• Problem requirements: Copy each line of the data below in which the word "grid" can be found.

Available data START

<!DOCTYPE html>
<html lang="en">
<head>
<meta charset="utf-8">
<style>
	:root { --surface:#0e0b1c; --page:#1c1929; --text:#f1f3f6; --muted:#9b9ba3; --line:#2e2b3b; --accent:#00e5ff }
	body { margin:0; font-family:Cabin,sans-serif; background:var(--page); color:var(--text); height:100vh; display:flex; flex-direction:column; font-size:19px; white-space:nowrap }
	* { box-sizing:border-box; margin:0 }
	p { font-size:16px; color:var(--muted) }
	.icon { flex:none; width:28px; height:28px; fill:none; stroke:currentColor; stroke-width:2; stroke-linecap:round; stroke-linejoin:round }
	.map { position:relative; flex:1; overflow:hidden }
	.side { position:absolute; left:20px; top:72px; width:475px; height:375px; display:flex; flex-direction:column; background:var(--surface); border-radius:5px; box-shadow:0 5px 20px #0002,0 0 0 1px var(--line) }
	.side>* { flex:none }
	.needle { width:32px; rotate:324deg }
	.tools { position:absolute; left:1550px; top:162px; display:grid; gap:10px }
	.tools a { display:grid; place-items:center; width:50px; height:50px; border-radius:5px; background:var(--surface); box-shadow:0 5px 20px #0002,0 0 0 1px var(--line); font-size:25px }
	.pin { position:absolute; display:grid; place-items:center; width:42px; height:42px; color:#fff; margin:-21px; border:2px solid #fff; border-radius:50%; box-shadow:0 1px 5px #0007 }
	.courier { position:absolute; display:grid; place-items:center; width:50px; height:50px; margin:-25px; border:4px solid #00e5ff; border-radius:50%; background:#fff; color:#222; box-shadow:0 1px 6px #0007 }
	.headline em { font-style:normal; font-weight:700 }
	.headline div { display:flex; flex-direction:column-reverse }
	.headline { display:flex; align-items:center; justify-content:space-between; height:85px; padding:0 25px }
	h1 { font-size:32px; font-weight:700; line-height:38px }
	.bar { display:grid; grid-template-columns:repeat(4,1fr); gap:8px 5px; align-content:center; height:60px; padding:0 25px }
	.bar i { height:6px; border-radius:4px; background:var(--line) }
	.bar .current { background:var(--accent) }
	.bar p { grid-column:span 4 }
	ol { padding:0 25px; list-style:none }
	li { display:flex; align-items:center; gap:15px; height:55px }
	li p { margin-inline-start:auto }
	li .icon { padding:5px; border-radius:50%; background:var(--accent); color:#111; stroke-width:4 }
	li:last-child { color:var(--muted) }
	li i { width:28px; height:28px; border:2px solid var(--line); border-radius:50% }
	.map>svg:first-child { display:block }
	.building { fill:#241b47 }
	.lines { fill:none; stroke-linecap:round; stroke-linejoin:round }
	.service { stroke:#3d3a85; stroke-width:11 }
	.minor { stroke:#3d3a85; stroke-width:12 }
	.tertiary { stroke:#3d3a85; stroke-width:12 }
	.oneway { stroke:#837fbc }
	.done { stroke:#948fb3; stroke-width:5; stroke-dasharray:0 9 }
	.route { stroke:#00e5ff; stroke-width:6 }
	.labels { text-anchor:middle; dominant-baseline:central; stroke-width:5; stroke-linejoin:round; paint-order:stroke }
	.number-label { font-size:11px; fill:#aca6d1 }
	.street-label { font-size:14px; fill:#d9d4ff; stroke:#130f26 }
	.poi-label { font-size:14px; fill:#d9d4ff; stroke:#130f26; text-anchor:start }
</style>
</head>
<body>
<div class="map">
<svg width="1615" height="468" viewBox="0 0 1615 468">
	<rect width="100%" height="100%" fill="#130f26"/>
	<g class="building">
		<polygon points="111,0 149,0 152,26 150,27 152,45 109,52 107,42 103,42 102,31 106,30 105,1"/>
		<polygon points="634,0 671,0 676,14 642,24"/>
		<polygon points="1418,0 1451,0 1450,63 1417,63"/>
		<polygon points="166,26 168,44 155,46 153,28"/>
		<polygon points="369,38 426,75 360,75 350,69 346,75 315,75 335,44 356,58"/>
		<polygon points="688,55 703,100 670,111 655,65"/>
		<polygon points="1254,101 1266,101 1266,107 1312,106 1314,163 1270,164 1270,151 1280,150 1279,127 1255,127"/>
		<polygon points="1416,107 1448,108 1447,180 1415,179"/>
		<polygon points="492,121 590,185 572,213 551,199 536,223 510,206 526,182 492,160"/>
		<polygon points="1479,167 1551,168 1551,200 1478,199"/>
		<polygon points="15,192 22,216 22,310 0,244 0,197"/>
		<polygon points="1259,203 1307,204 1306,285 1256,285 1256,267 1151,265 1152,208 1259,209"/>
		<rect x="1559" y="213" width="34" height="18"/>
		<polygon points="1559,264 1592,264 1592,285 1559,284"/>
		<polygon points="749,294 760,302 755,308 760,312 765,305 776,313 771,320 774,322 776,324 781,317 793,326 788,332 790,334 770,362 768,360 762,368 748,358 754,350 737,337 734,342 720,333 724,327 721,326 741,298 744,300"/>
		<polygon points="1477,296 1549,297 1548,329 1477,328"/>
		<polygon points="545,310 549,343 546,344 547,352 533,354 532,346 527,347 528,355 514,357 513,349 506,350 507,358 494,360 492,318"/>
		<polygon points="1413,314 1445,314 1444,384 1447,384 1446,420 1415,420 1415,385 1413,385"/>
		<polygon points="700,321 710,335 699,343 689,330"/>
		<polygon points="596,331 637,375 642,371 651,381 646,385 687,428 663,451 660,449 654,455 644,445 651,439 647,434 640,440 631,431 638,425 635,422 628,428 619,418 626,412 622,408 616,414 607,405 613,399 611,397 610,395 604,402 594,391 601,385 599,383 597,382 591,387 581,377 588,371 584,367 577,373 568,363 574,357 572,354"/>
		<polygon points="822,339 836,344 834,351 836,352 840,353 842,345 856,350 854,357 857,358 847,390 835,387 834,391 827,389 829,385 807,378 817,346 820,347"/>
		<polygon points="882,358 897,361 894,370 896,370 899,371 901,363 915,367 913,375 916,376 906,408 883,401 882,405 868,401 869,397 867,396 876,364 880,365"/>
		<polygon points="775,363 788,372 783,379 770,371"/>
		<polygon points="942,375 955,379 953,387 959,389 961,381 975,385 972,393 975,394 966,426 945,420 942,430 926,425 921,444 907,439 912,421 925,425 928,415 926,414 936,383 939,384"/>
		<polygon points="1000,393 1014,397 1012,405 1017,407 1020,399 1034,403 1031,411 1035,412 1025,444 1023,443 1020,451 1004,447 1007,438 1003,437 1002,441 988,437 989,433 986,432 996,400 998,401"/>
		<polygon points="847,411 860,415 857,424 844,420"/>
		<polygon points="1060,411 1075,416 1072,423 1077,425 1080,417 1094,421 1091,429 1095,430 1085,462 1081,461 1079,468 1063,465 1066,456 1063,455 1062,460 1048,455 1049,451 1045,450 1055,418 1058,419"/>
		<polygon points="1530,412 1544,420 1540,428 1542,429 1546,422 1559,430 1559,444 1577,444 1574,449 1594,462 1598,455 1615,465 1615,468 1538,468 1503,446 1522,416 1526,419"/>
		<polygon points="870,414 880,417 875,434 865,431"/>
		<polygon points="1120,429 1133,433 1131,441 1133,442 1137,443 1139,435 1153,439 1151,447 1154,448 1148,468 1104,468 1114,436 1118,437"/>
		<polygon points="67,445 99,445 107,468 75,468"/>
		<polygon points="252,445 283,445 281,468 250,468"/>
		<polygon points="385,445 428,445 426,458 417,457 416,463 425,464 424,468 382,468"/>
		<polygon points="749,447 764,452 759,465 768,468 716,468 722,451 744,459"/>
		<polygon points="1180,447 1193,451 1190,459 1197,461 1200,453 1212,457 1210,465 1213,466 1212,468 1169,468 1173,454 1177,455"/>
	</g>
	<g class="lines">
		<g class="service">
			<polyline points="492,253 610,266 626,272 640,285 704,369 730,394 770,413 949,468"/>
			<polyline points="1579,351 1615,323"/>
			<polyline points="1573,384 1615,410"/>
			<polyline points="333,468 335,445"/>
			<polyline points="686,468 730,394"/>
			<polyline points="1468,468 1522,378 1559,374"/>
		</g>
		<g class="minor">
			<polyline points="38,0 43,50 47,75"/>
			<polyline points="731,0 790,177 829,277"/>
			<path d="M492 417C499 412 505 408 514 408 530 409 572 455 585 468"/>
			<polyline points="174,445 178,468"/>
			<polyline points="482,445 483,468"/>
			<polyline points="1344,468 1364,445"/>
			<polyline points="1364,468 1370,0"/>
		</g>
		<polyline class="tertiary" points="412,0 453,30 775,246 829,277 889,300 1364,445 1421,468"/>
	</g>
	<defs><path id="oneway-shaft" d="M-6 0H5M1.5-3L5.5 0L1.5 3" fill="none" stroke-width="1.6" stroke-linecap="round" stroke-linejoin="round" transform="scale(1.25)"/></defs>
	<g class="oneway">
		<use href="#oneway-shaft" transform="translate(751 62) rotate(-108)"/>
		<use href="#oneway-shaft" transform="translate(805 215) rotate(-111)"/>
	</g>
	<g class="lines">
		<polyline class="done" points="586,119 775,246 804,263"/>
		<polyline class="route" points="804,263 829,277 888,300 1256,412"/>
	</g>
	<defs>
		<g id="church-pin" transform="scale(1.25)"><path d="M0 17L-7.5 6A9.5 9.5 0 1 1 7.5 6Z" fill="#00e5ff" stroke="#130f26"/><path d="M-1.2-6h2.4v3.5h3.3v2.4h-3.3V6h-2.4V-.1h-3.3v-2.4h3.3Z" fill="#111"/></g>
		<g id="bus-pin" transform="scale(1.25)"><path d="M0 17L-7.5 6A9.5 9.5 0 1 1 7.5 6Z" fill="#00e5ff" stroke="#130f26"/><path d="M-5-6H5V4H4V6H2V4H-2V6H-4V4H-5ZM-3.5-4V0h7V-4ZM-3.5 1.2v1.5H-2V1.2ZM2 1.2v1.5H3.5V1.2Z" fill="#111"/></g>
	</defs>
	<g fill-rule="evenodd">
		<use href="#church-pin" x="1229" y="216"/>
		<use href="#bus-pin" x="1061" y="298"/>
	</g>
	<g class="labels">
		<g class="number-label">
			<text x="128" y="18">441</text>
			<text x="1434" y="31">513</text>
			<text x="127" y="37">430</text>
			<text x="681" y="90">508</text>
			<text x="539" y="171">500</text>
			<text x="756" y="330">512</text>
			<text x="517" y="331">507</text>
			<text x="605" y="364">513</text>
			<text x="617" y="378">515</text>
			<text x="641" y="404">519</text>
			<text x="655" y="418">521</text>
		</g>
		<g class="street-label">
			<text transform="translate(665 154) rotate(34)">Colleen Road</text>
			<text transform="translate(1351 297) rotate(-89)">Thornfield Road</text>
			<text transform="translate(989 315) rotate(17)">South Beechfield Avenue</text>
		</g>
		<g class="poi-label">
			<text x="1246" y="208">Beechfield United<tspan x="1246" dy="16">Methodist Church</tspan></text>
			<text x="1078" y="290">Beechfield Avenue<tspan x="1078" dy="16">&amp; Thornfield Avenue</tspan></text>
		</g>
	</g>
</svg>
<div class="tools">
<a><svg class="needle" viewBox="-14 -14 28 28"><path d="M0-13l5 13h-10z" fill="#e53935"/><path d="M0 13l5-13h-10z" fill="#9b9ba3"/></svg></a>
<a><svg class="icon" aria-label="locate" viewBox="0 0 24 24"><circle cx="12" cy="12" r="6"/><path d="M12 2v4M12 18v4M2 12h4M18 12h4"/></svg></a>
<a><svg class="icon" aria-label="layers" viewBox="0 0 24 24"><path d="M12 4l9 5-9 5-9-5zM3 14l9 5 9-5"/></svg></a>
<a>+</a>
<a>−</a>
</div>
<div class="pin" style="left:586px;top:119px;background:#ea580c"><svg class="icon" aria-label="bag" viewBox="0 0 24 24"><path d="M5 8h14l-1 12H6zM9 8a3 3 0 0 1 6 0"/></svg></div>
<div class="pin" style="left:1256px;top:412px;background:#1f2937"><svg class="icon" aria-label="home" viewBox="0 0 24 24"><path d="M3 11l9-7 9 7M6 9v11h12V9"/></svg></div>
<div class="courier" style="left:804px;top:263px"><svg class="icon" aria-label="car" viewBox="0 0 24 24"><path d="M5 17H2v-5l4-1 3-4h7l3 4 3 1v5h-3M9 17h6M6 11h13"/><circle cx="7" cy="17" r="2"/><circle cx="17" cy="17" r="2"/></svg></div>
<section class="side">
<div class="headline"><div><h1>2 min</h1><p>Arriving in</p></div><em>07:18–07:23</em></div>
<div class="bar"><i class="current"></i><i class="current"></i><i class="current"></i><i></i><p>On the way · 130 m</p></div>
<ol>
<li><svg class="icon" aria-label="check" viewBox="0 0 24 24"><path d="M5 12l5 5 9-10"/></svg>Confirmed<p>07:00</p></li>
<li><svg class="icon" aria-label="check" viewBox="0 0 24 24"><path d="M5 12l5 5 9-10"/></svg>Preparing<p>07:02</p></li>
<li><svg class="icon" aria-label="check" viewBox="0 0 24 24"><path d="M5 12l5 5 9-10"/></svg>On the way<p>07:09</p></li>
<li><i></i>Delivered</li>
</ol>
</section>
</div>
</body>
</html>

Available data END

• Your response:
	.tools { position:absolute; left:1550px; top:162px; display:grid; gap:10px }
	.tools a { display:grid; place-items:center; width:50px; height:50px; border-radius:5px; background:var(--surface); box-shadow:0 5px 20px #0002,0 0 0 1px var(--line); font-size:25px }
	.pin { position:absolute; display:grid; place-items:center; width:42px; height:42px; color:#fff; margin:-21px; border:2px solid #fff; border-radius:50%; box-shadow:0 1px 5px #0007 }
	.courier { position:absolute; display:grid; place-items:center; width:50px; height:50px; margin:-25px; border:4px solid #00e5ff; border-radius:50%; background:#fff; color:#222; box-shadow:0 1px 6px #0007 }
	.bar { display:grid; grid-template-columns:repeat(4,1fr); gap:8px 5px; align-content:center; height:60px; padding:0 25px }
	.bar p { grid-column:span 4 }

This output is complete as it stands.